───── TASK INPUT ─────

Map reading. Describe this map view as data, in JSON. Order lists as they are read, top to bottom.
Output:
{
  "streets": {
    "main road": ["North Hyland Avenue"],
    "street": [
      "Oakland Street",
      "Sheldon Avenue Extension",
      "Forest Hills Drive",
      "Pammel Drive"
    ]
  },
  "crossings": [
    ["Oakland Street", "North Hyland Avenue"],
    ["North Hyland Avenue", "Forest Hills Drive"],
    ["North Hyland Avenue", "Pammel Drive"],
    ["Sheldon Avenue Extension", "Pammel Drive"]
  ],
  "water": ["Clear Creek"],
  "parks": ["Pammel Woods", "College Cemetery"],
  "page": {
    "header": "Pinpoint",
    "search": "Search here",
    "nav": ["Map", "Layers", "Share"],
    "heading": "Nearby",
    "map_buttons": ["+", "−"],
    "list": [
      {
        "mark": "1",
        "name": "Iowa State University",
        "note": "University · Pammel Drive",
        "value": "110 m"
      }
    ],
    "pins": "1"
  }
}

─────

WHAT TO PRODUCE.
Examine the records and pull out every line where the string "Drive" occurs.

WRITTEN RESPONSE.
      "Forest Hills Drive",
      "Pammel Drive"
    ["North Hyland Avenue", "Forest Hills Drive"],
    ["North Hyland Avenue", "Pammel Drive"],
    ["Sheldon Avenue Extension", "Pammel Drive"]
        "note": "University · Pammel Drive",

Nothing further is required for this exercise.